3. Model of Screwed Connection

In order to compare the stress distribution on the tape surface, three variants of the joint model were created (Figure 1). These models differ in the number of screws used to press the HTS tape to the copper block between the clamp and the base plate.

The load force in the model is applied to the surfaces through which the screws press the clamp via disc springs. The total force load for each model is 13.5 kN. The adaptive mesh refinement has been configured to automatically increase the mesh resolution in areas where detailed precision is required, particularly in areas with very thin HTS tape (Figure 2).

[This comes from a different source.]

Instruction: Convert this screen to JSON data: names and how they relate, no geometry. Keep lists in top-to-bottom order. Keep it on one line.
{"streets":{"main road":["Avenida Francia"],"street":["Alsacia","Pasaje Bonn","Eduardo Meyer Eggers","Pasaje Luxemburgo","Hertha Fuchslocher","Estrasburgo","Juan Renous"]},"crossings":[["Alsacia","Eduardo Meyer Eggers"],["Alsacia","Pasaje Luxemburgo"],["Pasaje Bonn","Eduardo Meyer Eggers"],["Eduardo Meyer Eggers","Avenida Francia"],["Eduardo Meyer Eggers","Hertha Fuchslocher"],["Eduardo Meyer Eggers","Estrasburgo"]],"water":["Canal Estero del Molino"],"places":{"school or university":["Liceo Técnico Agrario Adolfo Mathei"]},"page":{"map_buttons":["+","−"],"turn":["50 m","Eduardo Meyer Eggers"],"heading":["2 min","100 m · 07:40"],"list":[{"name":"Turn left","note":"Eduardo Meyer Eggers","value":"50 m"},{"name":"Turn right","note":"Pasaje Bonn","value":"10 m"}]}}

The deformation comparison is presented in Figure 3. Finite element analysis calculates and displays the von Mises stress distribution across the components. This helps to identify areas of high stress concentration. The calculated deformation is very small and would be invisible to the unassisted eye. In Figure 3, the deformation scale is used to exaggerate the movement to visualise the mode of deformation and better show how the part is bending.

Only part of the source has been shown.